From: Al Viro <viro@zeniv.linux.org.uk>
To: "Eric W. Biederman" <ebiederm@xmission.com>
Cc: linux-fsdevel@vger.kernel.org,
Linus Torvalds <torvalds@linux-foundation.org>,
Christian Brauner <brauner@kernel.org>
Subject: Re: [BUG] propagate_umount() breakage
Date: Thu, 15 May 2025 12:41:50 +0100 [thread overview]
Message-ID: <20250515114150.GA3221059@ZenIV> (raw)
In-Reply-To: <20250513035622.GE2023217@ZenIV>
On Tue, May 13, 2025 at 04:56:22AM +0100, Al Viro wrote:
> And yes, it's going to be posted along with the proof of correctness -
> I've had it with the amount of subtle corner cases in that area ;-/
FWIW, it seems to survive testing; it's _not_ final - I'm still editing
the promised proof, but by this point it's stylistic work. I hadn't
touched that kind of formal writing for quite a while, so the text is clumsy.
The code changes are pretty much in the final shape.
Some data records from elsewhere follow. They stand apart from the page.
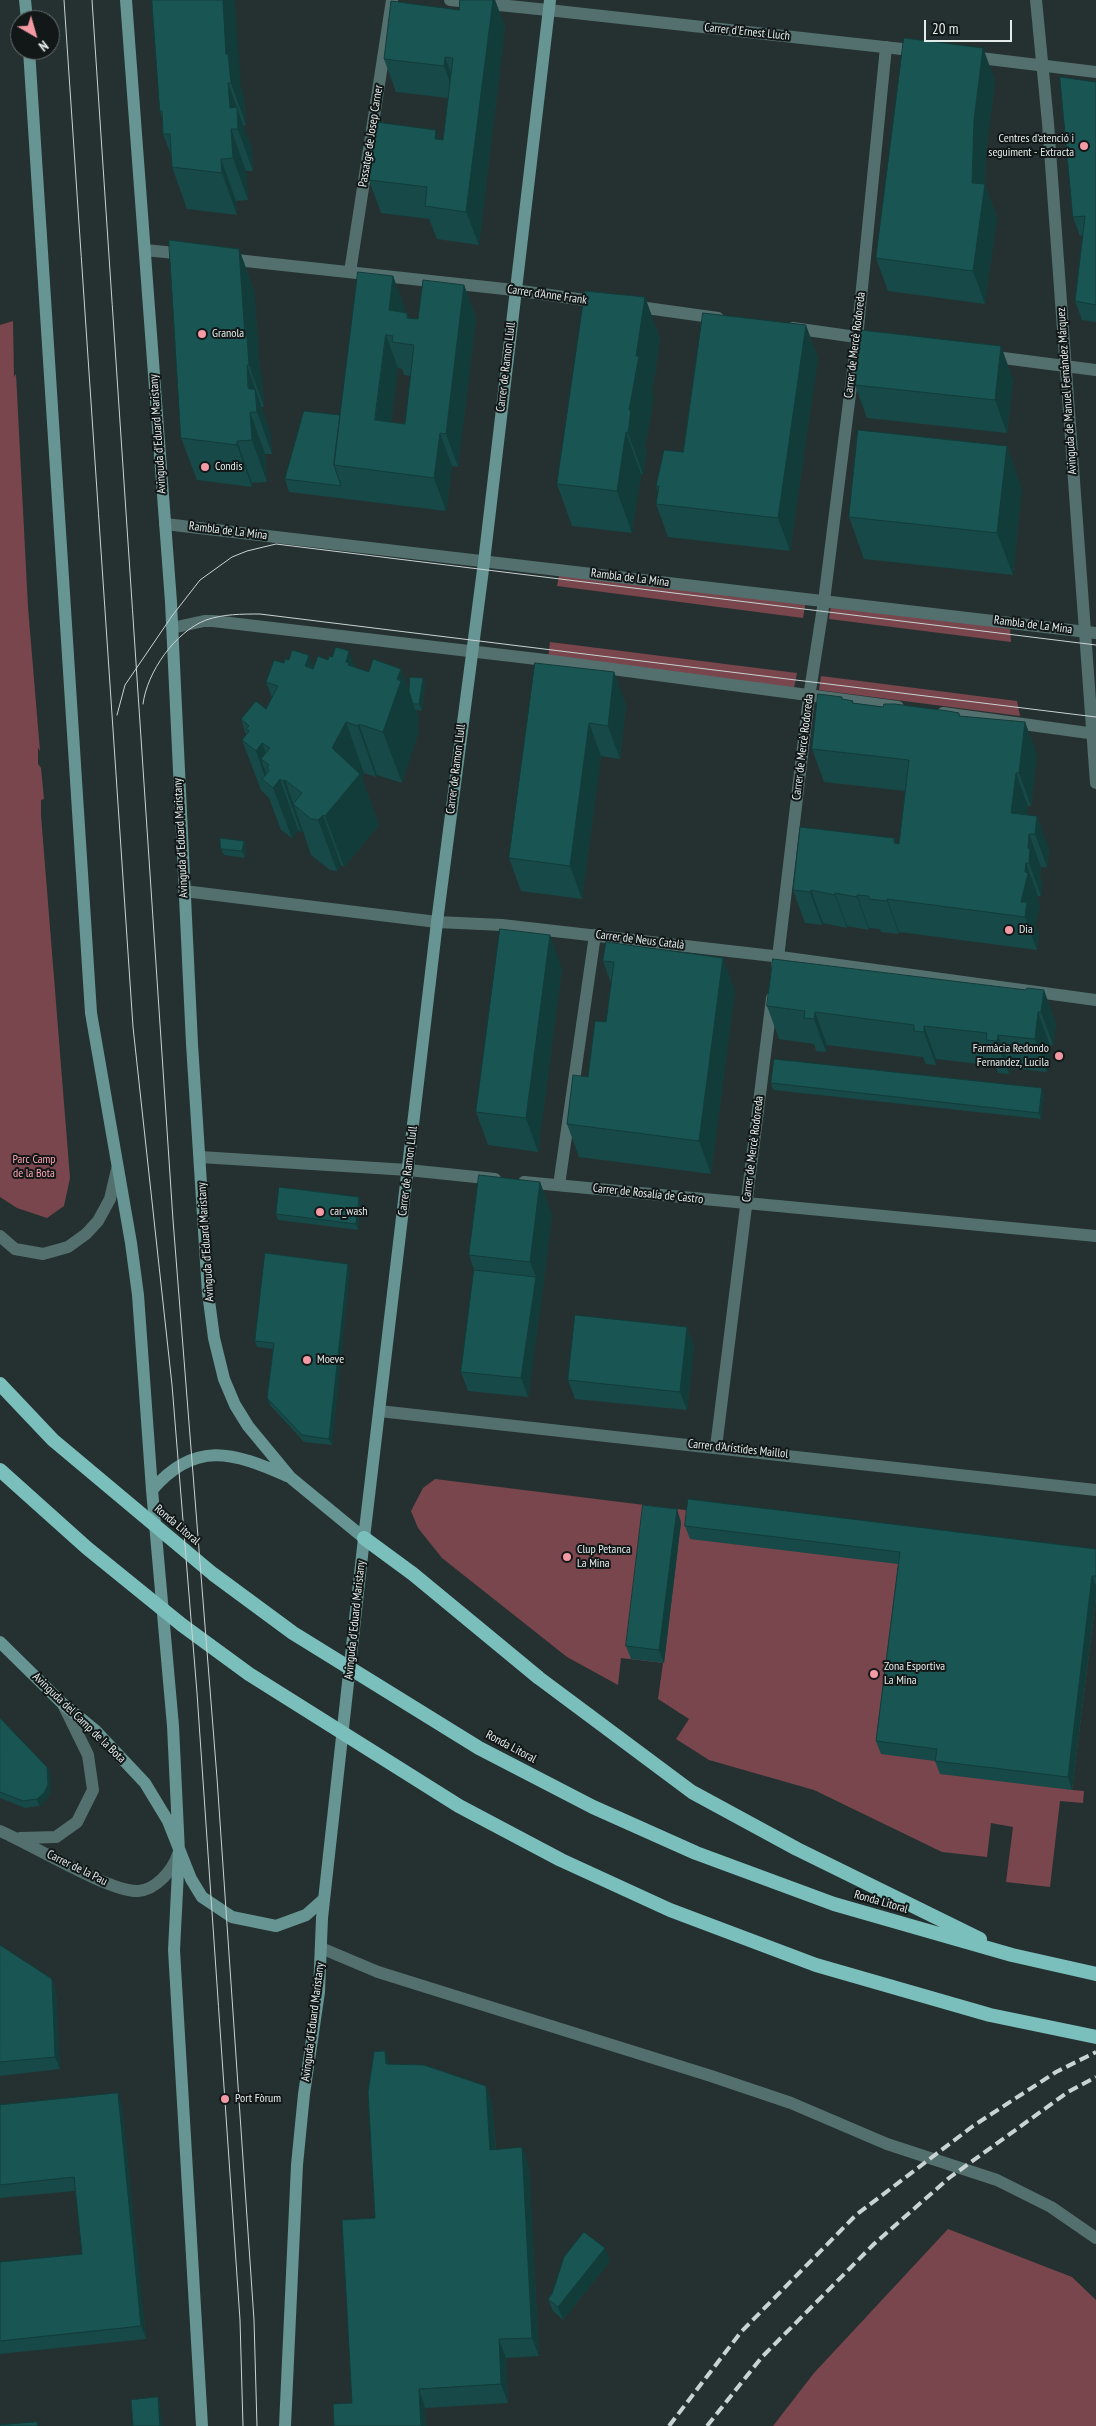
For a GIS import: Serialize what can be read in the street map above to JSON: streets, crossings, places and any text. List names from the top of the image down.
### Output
{
  "streets": {
    "highway": ["Ronda Litoral"],
    "main road": ["Carrer de Ramon Llull", "Avinguda d'Eduard Maristany", "Avinguda del Camp de la Bota"],
    "street": [
      "Carrer d'Ernest Lluch",
      "Passatge de Josep Carner",
      "Carrer d'Anne Frank",
      "Carrer de Mercè Rodoreda",
      "Avinguda de Manuel Fernández Márquez",
      "Rambla de La Mina",
      "Carrer de Neus Català",
      "Carrer de Rosalía de Castro",
      "Carrer d'Arístides Maillol",
      "Carrer de la Pau"
    ]
  },
  "crossings": [
    ["Carrer d'Ernest Lluch", "Carrer de Mercè Rodoreda"],
    ["Carrer d'Ernest Lluch", "Carrer de Ramon Llull"],
    ["Passatge de Josep Carner", "Carrer d'Anne Frank"],
    ["Carrer d'Anne Frank", "Carrer de Ramon Llull"],
    ["Carrer de Mercè Rodoreda", "Rambla de La Mina"],
    ["Carrer de Mercè Rodoreda", "Carrer de Neus Català"],
    ["Carrer de Mercè Rodoreda", "Carrer de Rosalía de Castro"],
    ["Carrer de Mercè Rodoreda", "Carrer d'Arístides Maillol"],
    ["Carrer de Ramon Llull", "Avinguda d'Eduard Maristany"],
    ["Carrer de Ramon Llull", "Rambla de La Mina"],
    ["Carrer de Ramon Llull", "Carrer de Neus Català"],
    ["Carrer de Ramon Llull", "Carrer de Rosalía de Castro"],
    ["Carrer de Ramon Llull", "Carrer d'Arístides Maillol"],
    ["Avinguda de Manuel Fernández Márquez", "Rambla de La Mina"],
    ["Avinguda d'Eduard Maristany", "Rambla de La Mina"],
    ["Avinguda d'Eduard Maristany", "Carrer de Neus Català"],
    ["Avinguda d'Eduard Maristany", "Carrer de Rosalía de Castro"],
    ["Avinguda d'Eduard Maristany", "Avinguda del Camp de la Bota"],
    ["Avinguda del Camp de la Bota", "Carrer de la Pau"]
  ],
  "parks": ["Parc Camp de la Bota"],
  "places": [
    "Centres d’atenció i seguiment - Extracta",
    "Granola",
    "Condis",
    "Dia",
    "Farmàcia Redondo Fernandez, Lucila",
    "car_wash",
    "Moeve",
    "Clup Petanca La Mina",
    "Zona Esportiva La Mina",
    "Port Fòrum"
  ],
  "scale_bar": "20 m",
  "north": "bottom right"
}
Current diff of
code (all in fs/pnode.*) relative to mainline:
diff --git a/fs/pnode.c b/fs/pnode.c
index fb77427df39e..32ecebbc1d19 100644
--- a/fs/pnode.c
+++ b/fs/pnode.c
@@ -24,11 +24,6 @@ static inline struct mount *first_slave(struct mount *p)
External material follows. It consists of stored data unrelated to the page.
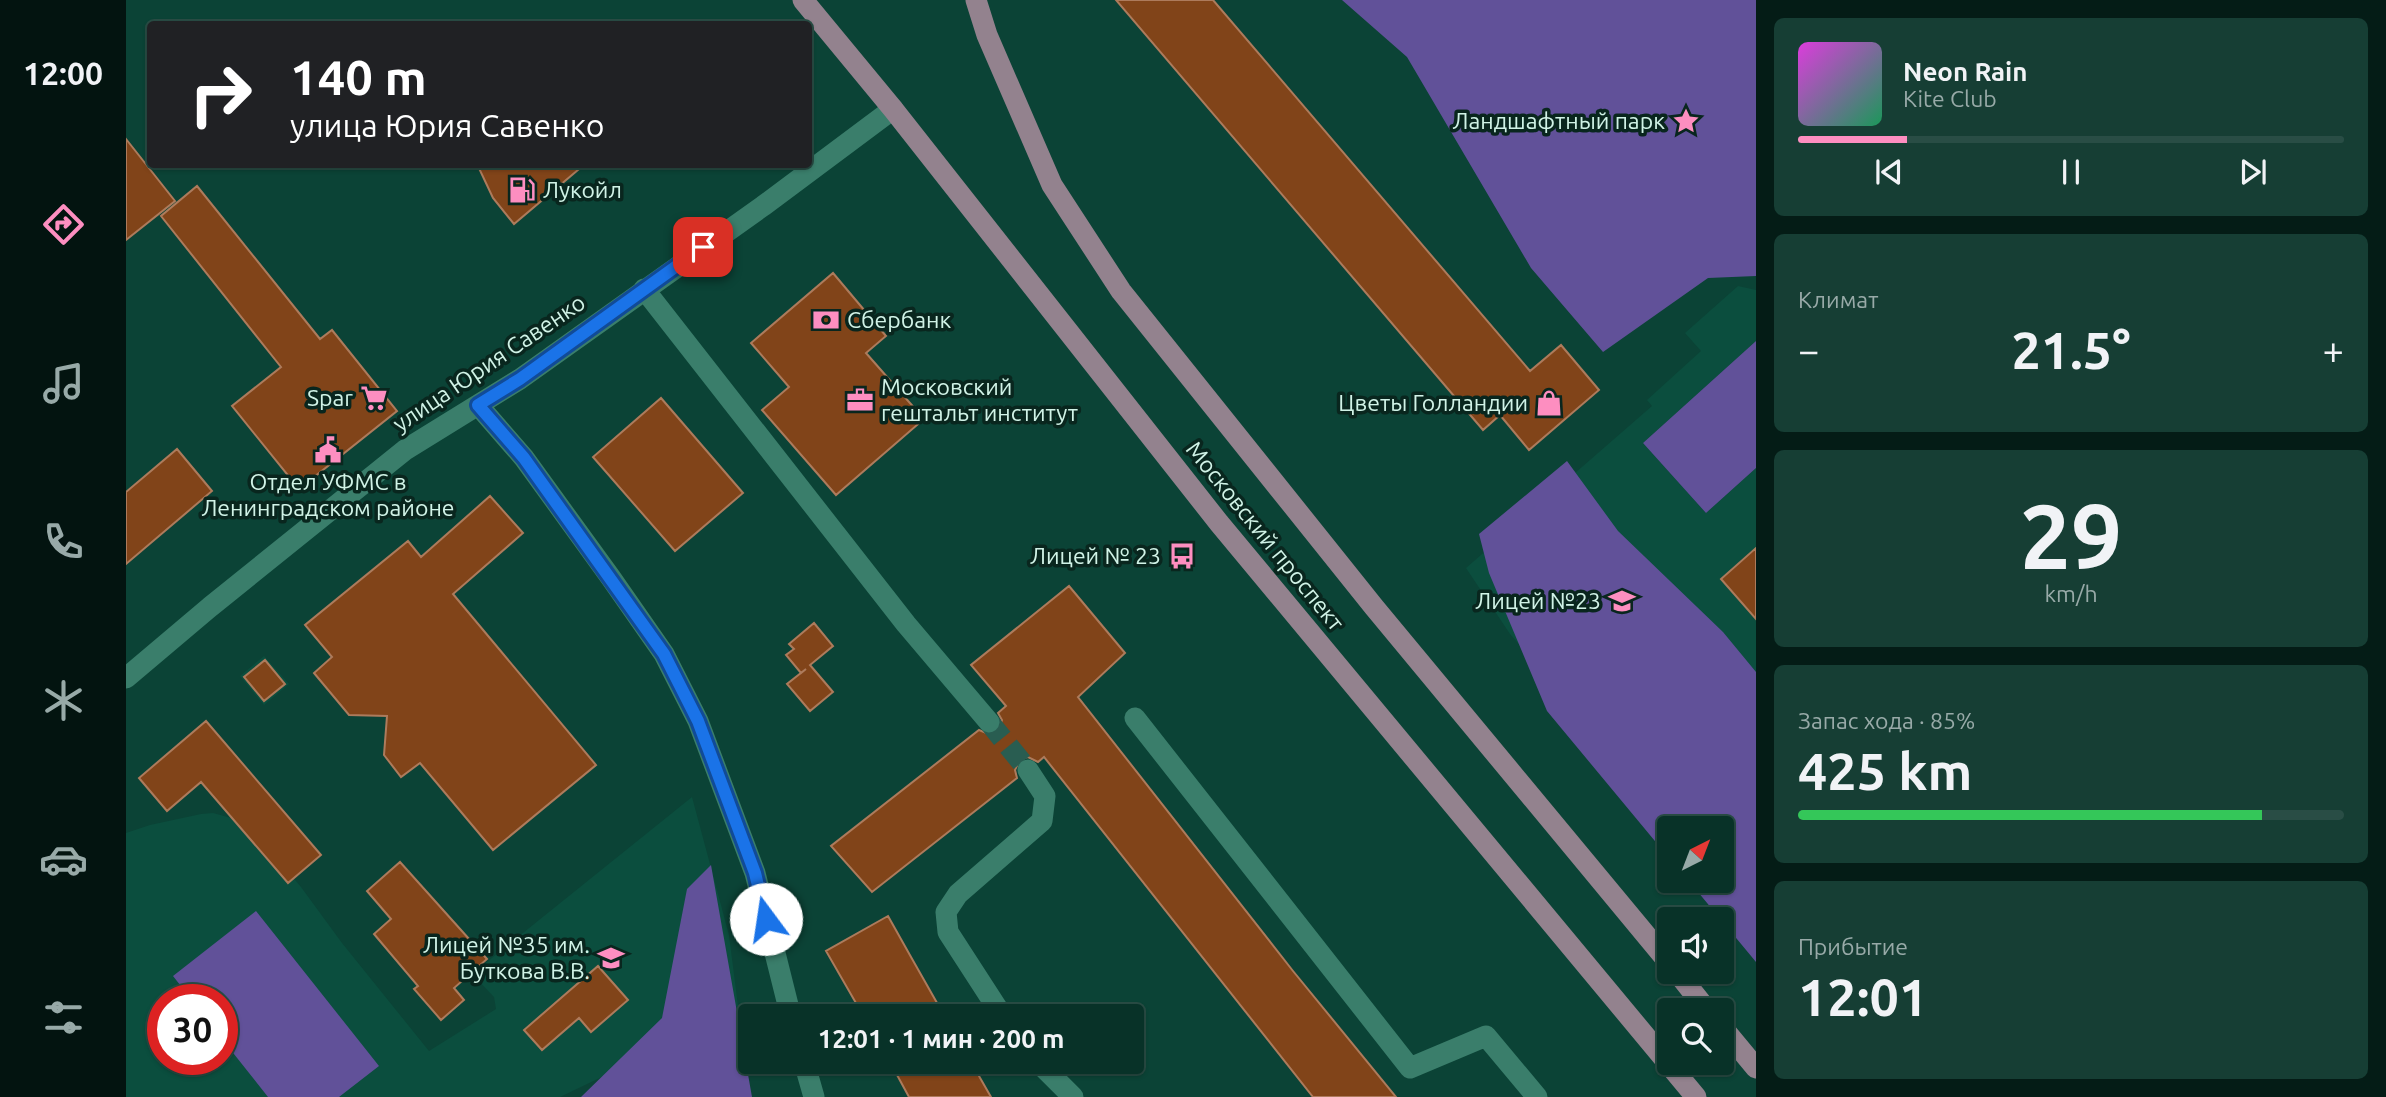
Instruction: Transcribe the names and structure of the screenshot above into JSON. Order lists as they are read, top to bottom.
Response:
{
  "streets": {
    "main road": ["Московский проспект"],
    "street": ["улица Юрия Савенко"]
  },
  "crossings": [
    ["улица Юрия Савенко", "Московский проспект"]
  ],
  "places": {
    "place": ["Ландшафтный парк"],
    "fuel station": ["Лукойл"],
    "bank": ["Сбербанк"],
    "supermarket": ["Spar"],
    "office": ["Московский гештальт институт"],
    "shop": ["Цветы Голландии"],
    "public building": ["Отдел УФМС в Ленинградском районе"],
    "bus stop": ["Лицей № 23"],
    "school or university": ["Лицей №23", "Лицей №35 им. Буткова В.В."]
  },
  "north": "top right",
  "page": {
    "tabs": "12:00",
    "turn": ["140 m", "улица Юрия Савенко"],
    "song": ["Neon Rain", "Kite Club"],
    "tile": [
      "Климат",
      ["29", "km/h"],
      ["Запас хода · 85%", "425 km"],
      ["Прибытие", "12:01"]
    ],
    "heat": ["−", "21.5°", "+"],
    "limit": "30",
    "trip": "12:01 · 1 мин · 200 m"
  }
}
return list_entry(p->mnt_slave_list.next, struct mount, mnt_slave);
}
-static inline struct mount *last_slave(struct mount *p)
-{
- return list_entry(p->mnt_slave_list.prev, struct mount, mnt_slave);
-}
-
static inline struct mount *next_slave(struct mount *p)
{
return list_entry(p->mnt_slave.next, struct mount, mnt_slave);
@@ -136,6 +131,23 @@ void change_mnt_propagation(struct mount *mnt, int type)
}
}
+static struct mount *__propagation_next(struct mount *m,
+ struct mount *origin)
+{
+ while (1) {
+ struct mount *master = m->mnt_master;
+
+ if (master == origin->mnt_master) {
+ struct mount *next = next_peer(m);
+ return (next == origin) ? NULL : next;
+ } else if (m->mnt_slave.next != &master->mnt_slave_list)
+ return next_slave(m);
+
+ /* back at master */
+ m = master;
+ }
+}
+
/*
* get the next mount in the propagation tree.
* @m: the mount seen last
@@ -153,31 +165,26 @@ static struct mount *propagation_next(struct mount *m,
if (!IS_MNT_NEW(m) && !list_empty(&m->mnt_slave_list))
return first_slave(m);
- while (1) {
- struct mount *master = m->mnt_master;
-
- if (master == origin->mnt_master) {
- struct mount *next = next_peer(m);
- return (next == origin) ? NULL : next;
- } else if (m->mnt_slave.next != &master->mnt_slave_list)
- return next_slave(m);
+ return __propagation_next(m, origin);
+}
- /* back at master */
- m = master;
- }
+static inline bool peers(const struct mount *m1, const struct mount *m2)
+{
+ return m1->mnt_group_id == m2->mnt_group_id && m1->mnt_group_id;
}
static struct mount *skip_propagation_subtree(struct mount *m,
struct mount *origin)
{
/*
- * Advance m such that propagation_next will not return
- * the slaves of m.
+ * Advance m past everything that gets propagation from it.
*/
- if (!IS_MNT_NEW(m) && !list_empty(&m->mnt_slave_list))
- m = last_slave(m);
+ struct mount *p = __propagation_next(m, origin);
- return m;
+ while (p && peers(m, p))
+ p = __propagation_next(p, origin);
+
+ return p;
}
static struct mount *next_group(struct mount *m, struct mount *origin)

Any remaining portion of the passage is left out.